6. I’m trying to find time to paint the front of the garage.  It has needed painting for, well, an embarrassingly long time now.  I just hate home maintenance is all.  We did look into getting someone else to do it, but the first estimate we got – the only estimate we got, since apparently exterior painters are booking out to 2025 around here and many of them don’t even bother responding to requests for estimates – was roughly triple the value of the garage itself and everything in it including the cars.  So I now have a can of “garage white” paint just waiting for it to stop raining long enough for the wood to dry out a bit.  Three or four days is what the paint store people said, otherwise the paint will just fall off.  I’m not sure we’ve had four days without rain since July, and it doesn’t look like it’s going to happen any time before Thanksgiving either, after which it will likely be too cold.  On the one hand I really didn’t want to paint anything.  On the other hand, it needs to be painted and I’ve gone to the trouble of buying paint so I’m kind of annoyed that I can’t just get it over with.

7. On yet another hand (I’m an academic – I have an infinite supply of hands), I rather like grey, rainy fall weather, so there is that.

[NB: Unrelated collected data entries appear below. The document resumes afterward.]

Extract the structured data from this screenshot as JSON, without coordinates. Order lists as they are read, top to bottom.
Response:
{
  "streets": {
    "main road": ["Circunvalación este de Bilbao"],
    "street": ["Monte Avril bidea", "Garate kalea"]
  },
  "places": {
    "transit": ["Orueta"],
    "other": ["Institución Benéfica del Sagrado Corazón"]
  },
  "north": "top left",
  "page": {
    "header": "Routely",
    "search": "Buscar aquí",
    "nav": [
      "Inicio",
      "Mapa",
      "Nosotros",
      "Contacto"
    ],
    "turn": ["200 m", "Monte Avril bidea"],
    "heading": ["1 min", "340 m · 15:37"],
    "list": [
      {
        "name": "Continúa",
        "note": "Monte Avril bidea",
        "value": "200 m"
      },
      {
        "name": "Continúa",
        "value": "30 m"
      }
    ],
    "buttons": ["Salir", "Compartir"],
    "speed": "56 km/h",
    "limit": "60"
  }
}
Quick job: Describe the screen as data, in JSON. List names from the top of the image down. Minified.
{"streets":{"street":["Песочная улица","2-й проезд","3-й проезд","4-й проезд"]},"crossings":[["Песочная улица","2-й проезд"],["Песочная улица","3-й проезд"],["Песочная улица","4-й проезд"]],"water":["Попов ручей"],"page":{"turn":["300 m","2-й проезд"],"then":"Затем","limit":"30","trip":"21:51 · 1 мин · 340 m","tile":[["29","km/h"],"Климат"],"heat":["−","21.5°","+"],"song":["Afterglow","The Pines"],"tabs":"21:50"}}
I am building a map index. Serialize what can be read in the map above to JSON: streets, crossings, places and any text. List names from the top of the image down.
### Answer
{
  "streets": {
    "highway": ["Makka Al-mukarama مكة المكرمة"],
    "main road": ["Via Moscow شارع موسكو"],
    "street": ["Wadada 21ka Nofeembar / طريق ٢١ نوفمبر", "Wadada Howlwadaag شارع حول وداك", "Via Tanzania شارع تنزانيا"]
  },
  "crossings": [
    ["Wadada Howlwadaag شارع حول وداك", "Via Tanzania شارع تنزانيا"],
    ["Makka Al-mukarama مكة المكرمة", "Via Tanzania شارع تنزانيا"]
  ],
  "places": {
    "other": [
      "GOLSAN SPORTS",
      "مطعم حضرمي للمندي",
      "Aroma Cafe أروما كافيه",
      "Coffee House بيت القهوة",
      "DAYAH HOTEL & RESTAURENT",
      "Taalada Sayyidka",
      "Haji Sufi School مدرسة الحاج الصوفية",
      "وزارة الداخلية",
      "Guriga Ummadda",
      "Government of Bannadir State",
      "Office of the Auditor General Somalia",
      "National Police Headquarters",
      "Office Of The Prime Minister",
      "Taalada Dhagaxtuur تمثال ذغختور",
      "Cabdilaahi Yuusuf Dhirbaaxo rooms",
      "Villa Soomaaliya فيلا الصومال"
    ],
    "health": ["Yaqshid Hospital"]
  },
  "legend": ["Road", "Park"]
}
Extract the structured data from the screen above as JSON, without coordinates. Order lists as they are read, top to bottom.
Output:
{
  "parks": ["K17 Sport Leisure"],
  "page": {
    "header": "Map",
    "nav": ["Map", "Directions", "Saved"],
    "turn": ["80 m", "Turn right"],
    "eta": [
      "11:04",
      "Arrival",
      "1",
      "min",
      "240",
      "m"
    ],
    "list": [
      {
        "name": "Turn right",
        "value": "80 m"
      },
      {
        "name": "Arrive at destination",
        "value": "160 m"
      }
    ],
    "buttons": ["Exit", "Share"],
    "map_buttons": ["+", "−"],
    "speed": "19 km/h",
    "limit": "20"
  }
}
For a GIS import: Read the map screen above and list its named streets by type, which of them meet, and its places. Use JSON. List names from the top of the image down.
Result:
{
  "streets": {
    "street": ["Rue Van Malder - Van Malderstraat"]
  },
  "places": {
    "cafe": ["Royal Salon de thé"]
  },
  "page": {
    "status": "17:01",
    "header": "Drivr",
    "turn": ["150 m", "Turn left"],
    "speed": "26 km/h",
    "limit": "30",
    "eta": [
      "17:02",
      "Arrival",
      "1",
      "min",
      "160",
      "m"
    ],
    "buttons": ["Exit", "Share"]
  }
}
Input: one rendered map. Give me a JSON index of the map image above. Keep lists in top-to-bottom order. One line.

8. I’ve been trying to play more piano of late.  I kind of got out of the habit when the girls were little – they really didn’t like it when I played and there wasn’t much time for it anyway – but now it’s often just me in the house since Kim doesn’t get home until late, so I’m relearning some of the things I once knew.  Perhaps I’ll learn new things soon.

9. We have been trying to figure out how to get the one cat who is too thin to eat more while getting the other cat who is too fat to eat less, and this project has met with about as much success as you would expect.  A while back Kim bought a timed feeder that looks strikingly like Eva from Wall-E (“EeeeeEEEEEEva”) and which spits out food at seemingly random intervals and then chirps proudly to let you know that it has done this.  It’s like having a plastic toddler.  The original plan was to provide more food to the skinny cat, so we tried to put Eva in high places where the fat one couldn’t reach, but it turns out that the lure of cat food is stronger than the pull of gravity and the fat one seems to be eating most of the food.  This seems counterproductive.  We’re still working on a solution.

10. In the last month I have been handed both a wheat cent and a silver quarter in change.  This made me happy.